Cinq ans après la quatrième saison, la petite bande menée par Dan Harmon et Justin Roiland, a enfin livré sa copie de 10 nouvelles aventures délicates et chamarrées menées tambour battant par les aventuriers de l'ailleurs papy Morty et couillon Rick... Et le reste de la petite famille bien entendu, tout aussi dysfonctionnelle.
Entamé en 2013 comme une extension irrévérencieuse d'un court métrage parodiant bien évidemment le duo iconique de Retour vers le futur, Rick and Morty s'est rapidement imposé comma la série incontournable de la case adulte de Cartoon Network. Une nouvelle charge sur la sacro-sainte famille américaine, dont chaque membre cultive ouvertement ses multiples névroses et où une fois encore on ne sait jamais vraiment si c'est l'amour ou la haine qui les tient si unis, mais dont l'enrobage science-fictionnel permet toute les outrances. Très inspiré par l'humour absurde de Douglas Adams (Le Guide du voyageur galactique) et par les logiques temporelles et dimensionnelles de Doctor Who et des comics Marvel et DC, la série s'offre un énorme melting-pot de clins d'œil, de détournements, de mix improbables et de concepts scientiphico-philosophiques poussés jusque dans leurs derniers retranchements. Ici une multiplication des familles leurres (doubles robots censés protéger contre un assassinat surprise) dont les révélations successives et le doute sur la famille originale va tourner à une guerre sanglante entre multiples. Ici aussi des apparitions successives de Rick dans une dimension parallèle qui va entièrement en conditionner l'évolution, la civilisation et la religion du peuple rencontré au cours des siècles. Mais Peut-être que la plus grande marque de culot de la série est d'avoir, au milieu de ce capharnaüm, de ces épisodes en formes de poupées russes façon Rumik's Cube, réussi à imposer une ligne de fond étonnamment émotionnelle.

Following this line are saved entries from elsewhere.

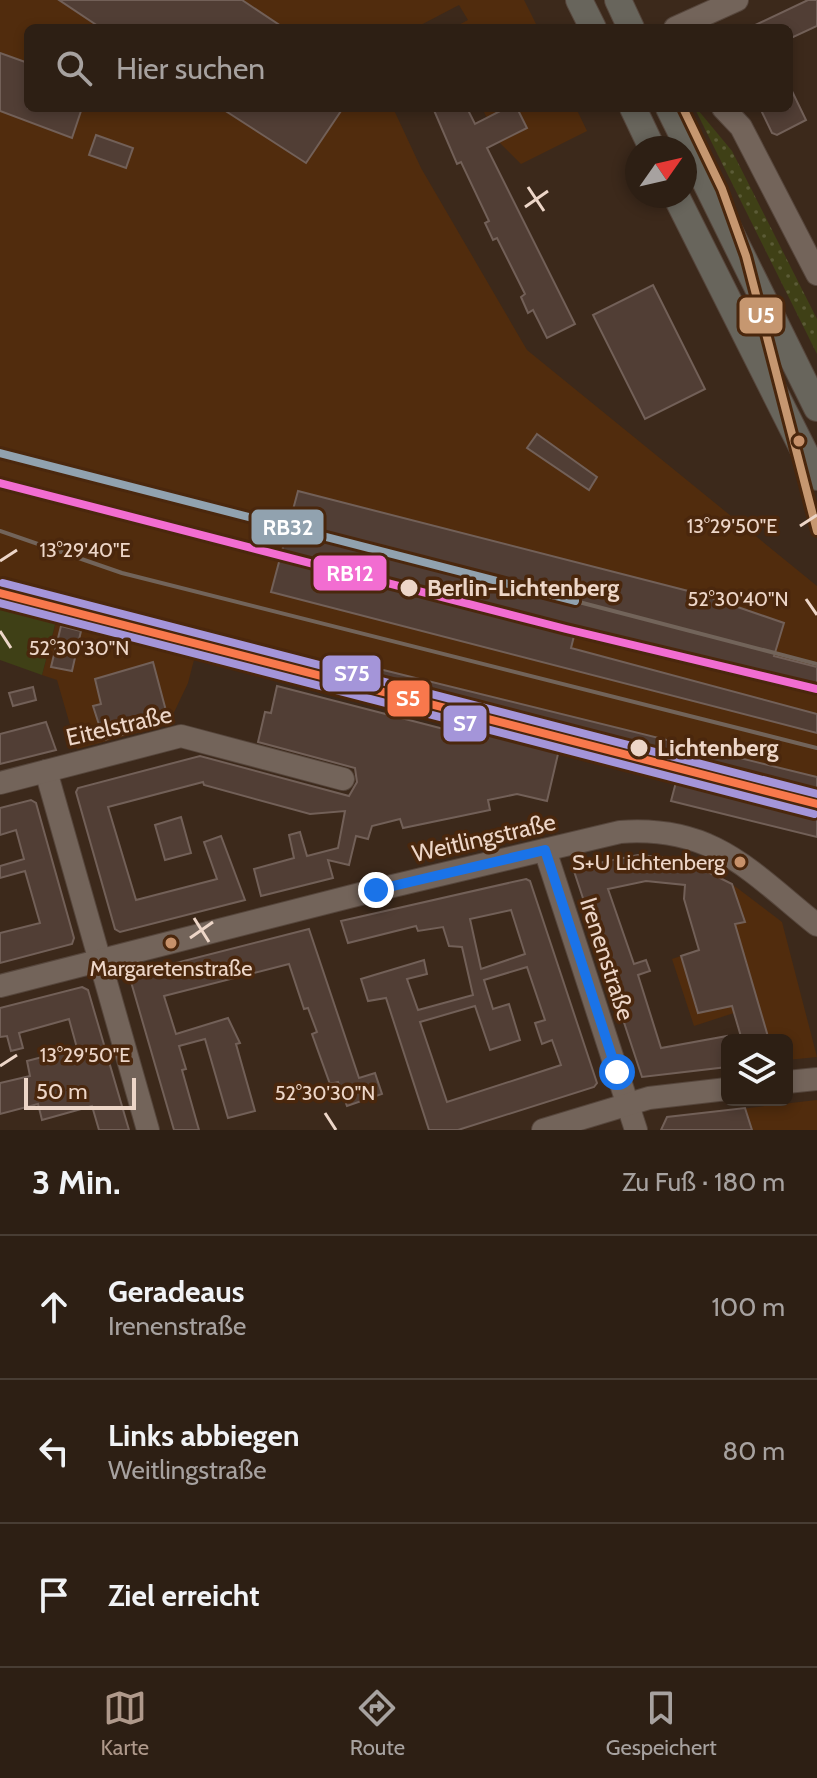 <!DOCTYPE html>
<html lang="de">
<head>
<meta charset="utf-8">
<style>
  :root { --surface:#2d1f14; --page:#35271d; --text:#f1f3f6; --muted:#a7a2a0; --line:#483d34; --accent:#af998b }
  body { margin:0; font-family:Cabin,sans-serif; background:var(--page); color:var(--text) }
  .controls { position:absolute; right:24px; bottom:24px; display:grid; overflow:hidden; border-radius:12px; box-shadow:0 4px 12px #0003 }
  .controls button { width:72px; height:72px; display:grid; place-items:center; padding:0; border:0; border-bottom:2px solid var(--line); background:var(--surface); color:var(--text); font:40px sans-serif }
  .compass { position:absolute; left:625px; top:136px; width:72px; height:72px; border-radius:50%; background:var(--surface); box-shadow:0 4px 12px #0003; rotate:56deg }
  .scale { position:absolute; left:24px; bottom:20px; width:112px; box-sizing:border-box; padding-left:8px; border:4px solid #edd6c8; border-top:0; font-size:22px; line-height:28px; white-space:nowrap; color:#edd6c8; -webkit-text-stroke:6px #4a270d; paint-order:stroke }
  .stop { position:absolute; width:24px; height:24px; margin:-18px; border:6px solid #1a73e8; border-radius:50%; background:#fff }
  .stop.end { background:#1a73e8; border-color:#fff; box-shadow:0 2px 8px #0008 }
  .list { margin:0; padding:0; list-style:none }
  h2 { display:flex; justify-content:space-between; align-items:center; height:104px; margin:0; padding:0 32px; font-size:34px }
  h2 small { font-size:26px; font-weight:400; color:var(--muted) }
  .list li { display:grid; grid-template-columns:52px 1fr auto; gap:24px; align-items:center; box-sizing:border-box; height:144px; padding:0 32px; border-top:2px solid var(--line) }
  .list b { display:block; font-size:30px; white-space:nowrap }
  .list p { margin:0; font-size:26px; white-space:nowrap; color:var(--muted) }
  .list em { font-size:26px; font-style:normal; color:var(--muted) }
  .icon { flex:none; width:44px; height:44px; fill:none; stroke:currentColor; stroke-width:2; stroke-linecap:round; stroke-linejoin:round }
  .map { position:relative; flex:none; width:817px; height:1130px; overflow:hidden }
  .search { position:absolute; background:var(--surface); box-shadow:0 4px 12px #0003; left:24px; right:24px; top:24px; height:88px; display:flex; align-items:center; gap:20px; box-sizing:border-box; padding:0 28px; border-radius:12px; color:var(--muted); font-size:30px }
  .sheet { height:536px; background:var(--surface) }
  nav { display:flex; justify-content:space-around; align-items:center; box-sizing:border-box; height:112px; border-top:2px solid var(--line); background:var(--surface); font-size:22px; color:var(--muted) }
  nav a { display:grid; justify-items:center; gap:4px }
  nav .on { color:var(--accent) }
  .map>svg:first-child { display:block }
  .built { fill:#512c0d }
  .grass { fill:url(#grass-dots) }
  .garden { fill:#3f4016 }
  .building { fill:#513e35; stroke:#726058; stroke-width:2; fill-rule:evenodd }
  .lines { fill:none; stroke-linecap:round; stroke-linejoin:round }
  .minor-casing { stroke:#56463c; stroke-width:24 }
  .major-casing { stroke:#56463c; stroke-width:28 }
  .minor { stroke:#73645a; stroke-width:22 }
  .major { stroke:#68655c; stroke-width:26 }
  .rail { stroke:#72645a; stroke-width:4 }
  .rail-1-casing { stroke:#4a270d; stroke-width:14 }
  .rail-2-casing { stroke:#4a270d; stroke-width:14 }
  .rail-3-casing { stroke:#4a270d; stroke-width:14 }
  .rail-4-casing { stroke:#4a270d; stroke-width:14 }
  .rail-5-casing { stroke:#4a270d; stroke-width:14 }
  .rail-1 { stroke:#f8784c; stroke-width:8 }
  .rail-2 { stroke:#a495d9; stroke-width:8 }
  .rail-3 { stroke:#a495d9; stroke-width:8 }
  .rail-4 { stroke:#f26dd1; stroke-width:8 }
  .rail-5 { stroke:#91a2af; stroke-width:8 }
  .metro-1-casing { stroke:#4a270d; stroke-width:14 }
  .metro-1 { stroke:#c69770; stroke-width:8 }
  .route { stroke:#1a73e8; stroke-width:10 }
  .ticks { fill:none; stroke:#edd6c8; stroke-width:3 }
  .bus-dot { fill:#c7916a; stroke:#4a270d; stroke-width:3 }
  .stop-dot { fill:#edd6c8; stroke:#4a270d; stroke-width:3 }
  .labels { text-anchor:middle; stroke-width:7; stroke-linejoin:round; paint-order:stroke }
  .bus-label { font-size:22px; fill:#edd6c8; stroke:#4a270d; text-anchor:end }
  .stop-label { font-size:24px; font-weight:bold; fill:#edd6c8; stroke:#4a270d; text-anchor:start }
  .street-label { font-size:24px; fill:#edd6c8; stroke:#4a270d }
  .ticks-label { font-size:20px; text-anchor:middle; fill:#edd6c8; stroke:#4a270d; stroke-width:7; stroke-linejoin:round; paint-order:stroke }
  .line-badge { stroke:#4a270d; stroke-width:3 }
  .badge-label { font-size:22px; text-anchor:middle; font-weight:bold; fill:#fff }
</style>
</head>
<body>
<div class="map">
<svg width="817" height="1130" viewBox="0 0 817 1130">
  <defs>
    <pattern id="grass-dots" width="8" height="8" patternUnits="userSpaceOnUse" patternTransform="scale(2)"><rect width="8" height="8" fill="#3f4016"/><path d="M2 2h.1M6 6h.1" fill="none" stroke="#5b5b36" stroke-width="1.8" stroke-linecap="round"/></pattern>
  </defs>
  <rect width="100%" height="100%" fill="#3c291b"/>
  <g class="built">
    <polygon points="0,0 524,0 538,28 453,28 468,20 459,5 415,28 28,28 28,108 393,108 421,168 527,350 817,586 817,819 194,660 188,683 168,725 77,749 57,680 42,675 56,622 0,604"/>
    <polygon points="482,108 576,108 587,131 521,164 498,141"/>
    <polygon points="686,861 732,884 782,922 817,1057 787,1060 787,1040 769,1040 756,996 731,1004 734,1013 694,1026 672,959 699,950 684,899"/>
    <polygon points="817,1100 817,1130 728,1130 722,1111"/>
  </g>
  <polygon class="grass" points="698,110 732,151 817,319 817,354 696,111"/>
  <polygon class="garden" points="0,604 56,621 42,675 0,660"/>
  <g class="building">
    <polygon points="59,0 242,0 284,28 101,28"/>
    <polygon points="808,0 817,0 817,26 789,39 789,28 749,28"/>
    <polygon points="0,53 28,63 28,108 82,108 72,138 0,111"/>
    <polygon points="789,85 806,120 777,135 772,133 760,108 789,108"/>
    <polygon points="221,108 343,108 306,163"/>
    <polygon points="433,108 467,108 475,124 506,108 517,108 527,128 487,148 575,324 547,338 533,310 528,313 521,297 525,294 497,238 493,240 485,223 489,221 461,162 457,164"/>
    <polygon points="96,135 133,148 126,168 89,155"/>
    <polygon points="653,285 705,389 645,419 593,315"/>
    <polygon points="537,434 597,477 589,490 527,448"/>
    <polygon points="298,491 700,594 784,623 774,656 817,667 817,686 576,628 571,648 817,714 817,733 271,592"/>
    <polygon points="61,626 81,631 72,671 51,667"/>
    <polygon points="153,662 169,722 104,740 93,706 101,704 95,679"/>
    <polygon points="367,666 817,777 817,837 671,801 680,767 562,737 547,801 517,794 488,800 490,810 403,828 400,819 372,826 368,839 356,836 349,865 328,860 333,878 261,896 254,869 294,858 289,835 300,832 307,856 338,848 345,811 310,814 204,785 203,782 108,807 136,900 217,879 204,842 221,836 245,900 120,932 115,929 76,792 78,788 200,756 349,796 357,782 355,768 258,742 265,712 271,713 277,686 471,736 477,713 362,683"/>
    <polygon points="33,687 36,700 13,706 9,693"/>
    <polygon points="46,722 56,750 0,764 0,734"/>
    <polygon points="31,800 36,803 74,938 72,944 0,963 0,933 40,923 25,871 0,878 0,866 24,859 16,830 0,835 0,808"/>
    <polygon points="181,817 191,853 165,860 155,825"/>
    <polygon points="638,855 682,859 732,884 745,922 735,924 769,1040 742,1040 732,1006 698,1013 681,956 699,950 684,899 685,885 646,881 608,889 634,964 646,960 650,971 638,975 661,1048 727,1036 727,1067 642,1077 573,868"/>
    <path d="M526,879L530,881L597,1083L594,1087L458,1130H429L386,998L368,1001L361,979L424,960L427,974L407,979L418,1010L473,995L462,947L449,946L443,927L418,931L416,926L348,943L341,921ZM511,910L525,954L481,969L470,919ZM527,967L545,1020L535,1023L542,1044L552,1040L561,1065L447,1102L420,1022L475,1006L490,1050L520,1040L509,1004L493,1009L484,980Z"/>
    <polygon points="309,929 359,1078 375,1073 382,1094 347,1106 338,1082 330,1084 312,1034 317,1032 308,1008 304,1009 289,964 164,996 176,1034 228,1018 240,1043 236,1044 255,1111 228,1118 205,1039 179,1046 186,1069 182,1070 199,1130 174,1130 129,975"/>
    <polygon points="82,987 88,990 129,1130 99,1130 92,1106 42,1120 38,1104 0,1114 0,1083 30,1076 27,1061 77,1048 69,1019 19,1033 23,1048 11,1051 7,1036 0,1037 0,1008"/>
    <polygon points="745,1108 752,1130 661,1130 667,1117"/>
  </g>
  <g class="lines">
    <defs>
      <g id="minor">
        <polyline points="675,28 737,0"/>
        <polyline points="723,108 741,127 817,274"/>
        <polyline points="46,771 148,1130"/>
        <polyline points="0,783 181,736 343,779"/>
        <polyline points="545,850 636,1130"/>
        <path d="M0,986L376,890L620,832C713,825 750,871 817,925"/>
        <polyline points="787,1082 817,1079"/>
        <polyline points="543,1130 649,1098 727,1089"/>
      </g>
      <g id="major">
        <polyline points="579,0 593,28"/>
        <polyline points="618,0 631,28"/>
        <polyline points="633,108 652,148"/>
        <polyline points="669,108 817,408"/>
        <polyline points="676,196 817,477"/>
      </g>
    </defs>
    <use href="#minor" class="minor-casing"/>
    <use href="#major" class="major-casing"/>
    <use href="#minor" class="minor"/>
    <use href="#major" class="major"/>
    <g class="rail">
      <polyline points="0,531 122,573 817,748"/>
      <polyline points="575,601 817,664"/>
    </g>
    <defs>
      <polyline id="rail-1" points="0,593 817,804"/>
      <polyline id="rail-2" points="0,603 814,814"/>
      <polyline id="rail-3" points="3,583 817,794"/>
      <polyline id="rail-4" points="0,483 566,629 817,689"/>
      <polyline id="rail-5" points="0,453 575,601"/>
    </defs>
    <use href="#rail-1" class="rail-1-casing"/>
    <use href="#rail-2" class="rail-2-casing"/>
    <use href="#rail-3" class="rail-3-casing"/>
    <use href="#rail-4" class="rail-4-casing"/>
    <use href="#rail-5" class="rail-5-casing"/>
    <use href="#rail-1" class="rail-1"/>
    <use href="#rail-2" class="rail-2"/>
    <use href="#rail-3" class="rail-3"/>
    <use href="#rail-4" class="rail-4"/>
    <use href="#rail-5" class="rail-5"/>
    <defs>
      <polyline id="metro-1" points="683,108 722,189 746,256 817,531"/>
    </defs>
    <use href="#metro-1" class="metro-1-casing"/>
    <use href="#metro-1" class="metro-1"/>
  </g>
  <g class="lines">
    <polyline class="route" points="376,890 545,850 617,1072"/>
  </g>
  <path class="ticks" d="M528,187L544,211M525,207L548,191M800,526L817,515M0,561L17,550M806,599L817,615M0,631L11,648M194,918L209,942M190,938L213,922M0,1066L17,1055M325,1113L336,1130"/>
  <g class="bus-dot">
    <circle cx="799" cy="441" r="7"/>
    <circle cx="740" cy="862" r="7"/>
    <circle cx="171" cy="943" r="7"/>
  </g>
  <g class="stop-dot">
    <circle cx="409" cy="588" r="10"/>
    <circle cx="639" cy="748" r="10"/>
  </g>
  <g class="labels">
    <g class="bus-label">
      <text x="725" y="870">S+U Lichtenberg</text>
      <text x="171" y="976" text-anchor="middle">Margaretenstraße</text>
    </g>
    <g class="stop-label">
      <text x="427" y="596">Berlin-Lichtenberg</text>
      <text x="657" y="756">Lichtenberg</text>
    </g>
    <g class="street-label">
      <text transform="translate(119 726) rotate(-13)" y="8">Eitelstraße</text>
      <text transform="translate(484 838) rotate(-13)" y="8">Weitlingstraße</text>
      <text transform="translate(607 959) rotate(72)" y="8">Irenenstraße</text>
    </g>
  </g>
  <g class="ticks-label">
    <text x="732" y="533">13°29'50"E</text>
    <text x="85" y="557">13°29'40"E</text>
    <text x="738" y="606">52°30'40"N</text>
    <text x="79" y="655">52°30'30"N</text>
    <text x="85" y="1062">13°29'50"E</text>
    <text x="325" y="1100">52°30'30"N</text>
  </g>
  <g class="line-badge">
    <rect x="738" y="296" width="46" height="39" rx="8" fill="#c69770"/>
    <rect x="250" y="508" width="75" height="38" rx="8" fill="#91a2af"/>
    <rect x="312" y="554" width="76" height="38" rx="8" fill="#f26dd1"/>
    <rect x="321" y="654" width="61" height="39" rx="8" fill="#a495d9"/>
    <rect x="386" y="679" width="45" height="39" rx="8" fill="#f8784c"/>
    <rect x="442" y="704" width="46" height="39" rx="8" fill="#a495d9"/>
  </g>
  <g class="badge-label">
    <text x="761" y="323">U5</text>
    <text x="288" y="535">RB32</text>
    <text x="350" y="581">RB12</text>
    <text x="352" y="681">S75</text>
    <text x="408" y="706">S5</text>
    <text x="465" y="731">S7</text>
  </g>
</svg>
<div class="controls">
<button><svg class="icon" aria-label="layers" viewBox="0 0 24 24"><path d="M12 4l9 5-9 5-9-5zM3 14l9 5 9-5"/></svg></button>
</div>
<svg class="compass" viewBox="-18 -18 36 36"><path d="M0-13l5 13h-10z" fill="#e53935"/><path d="M0 13l5-13h-10z" fill="#a7a2a0"/></svg>
<div class="scale">50 m</div>
<div class="stop" style="left:617px;top:1072px"></div>
<div class="stop end" style="left:376px;top:890px"></div>
<div class="search"><svg class="icon" aria-label="search" viewBox="0 0 24 24"><circle cx="10" cy="10" r="6"/><path d="M15 15l6 6"/></svg>Hier suchen</div>
</div>
<section class="sheet">
<h2>3 Min.<small>Zu Fuß · 180 m</small></h2>
<ul class="list">
<li><svg class="icon" aria-label="ahead" viewBox="0 0 24 24"><path d="M12 20V5M6 11l6-6 6 6"/></svg><div><b>Geradeaus</b><p>Irenenstraße</p></div><em>100 m</em></li>
<li><svg class="icon" aria-label="left" viewBox="0 0 24 24"><path d="M17 20v-9H6M10 6l-5 5 5 5"/></svg><div><b>Links abbiegen</b><p>Weitlingstraße</p></div><em>80 m</em></li>
<li><svg class="icon" aria-label="arrive" viewBox="0 0 24 24"><path d="M6 21V4h12l-3 4 3 4H6"/></svg><div><b>Ziel erreicht</b></div></li>
</ul>
</section>
<nav>
<a class="on"><svg class="icon" aria-label="map" viewBox="0 0 24 24"><path d="M3 6l6-2 6 2 6-2v14l-6 2-6-2-6 2zM9 4v14M15 6v14"/></svg>Karte</a>
<a><svg class="icon" aria-label="directions" viewBox="0 0 24 24"><path d="M12 3l9 9-9 9-9-9zM9 14v-3h6M13 9l2 2-2 2"/></svg>Route</a>
<a><svg class="icon" aria-label="saved" viewBox="0 0 24 24"><path d="M7 4h10v16l-5-4-5 4z"/></svg>Gespeichert</a>
</nav>
</body>
</html>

Si la famille Sanchez ne cesse d'être pulvérisée, remplacée, lobotomisée et les versions du savant fou Morty démultipliées, il y a un attachement aussi réel que maladif qui existe entre eux. Alcoolique, pervers, égoïste, sanguinaire et sociopathe, Rick peut ainsi se révéler étonnamment humain par un lourd passé dont on ne connaîtra finalement la réelle teneur que dans le dernier épisode de cette 5ème saison. Rickmurai Jack qui s'ouvre par un faux générique d'anime japonais (hilarant), renoue avec le fil conducteur du Evil Rick des saisons précédentes dans une apocalypse façon 2001, et coupe les jambes par un superbe flash-back sans parole à la mélancolie poétique. Osé, tout comme delaisser le dernier mot de la saison à mr Poopybutthole, souffre douleur habituel de la série, que l'on découvre seul dans un appartement miteux, divorcé et qui expose ses regrets de ne pas avoir su saisir l'amour quand il était devant lui... C'est sans doute ce sens du désespoir, ce nihilisme constant (il faut voir la place qu'a la vie humaine dans ce space opera décadent) qui rend paradoxalement l'humour vachard et parfois bien en dessous de la ceinture, aussi irrésistible. Les super-sentaï et autres kaijus, les Transformers, Galactus, Captain Planet, la tradition des épisodes de Thanksgiving, Scarface ou Vampire Hunter D font partie des allusions plus ou moins appuyées dans ces 10 épisodes, mais il faut avouer que le traitement alloué à Hellraiser où le summum de la douleur extatique est obtenu par les cénobites en passant une soirée avec le paternel Jerry, reste un grand moment de bonheur... et de gène.
Au milieu d'un déluges de nouvelles références parodiées et savamment taclées et de concepts SF totalement vertigineusement complexes et cons à la fois, la cinquième saison de Rick and Morty est très loin de l'essoufflement annoncé et fait même preuve d'une troublante maturité ... avant de balancer une horde de spermatozoïdes géants et voraces sur le capitole.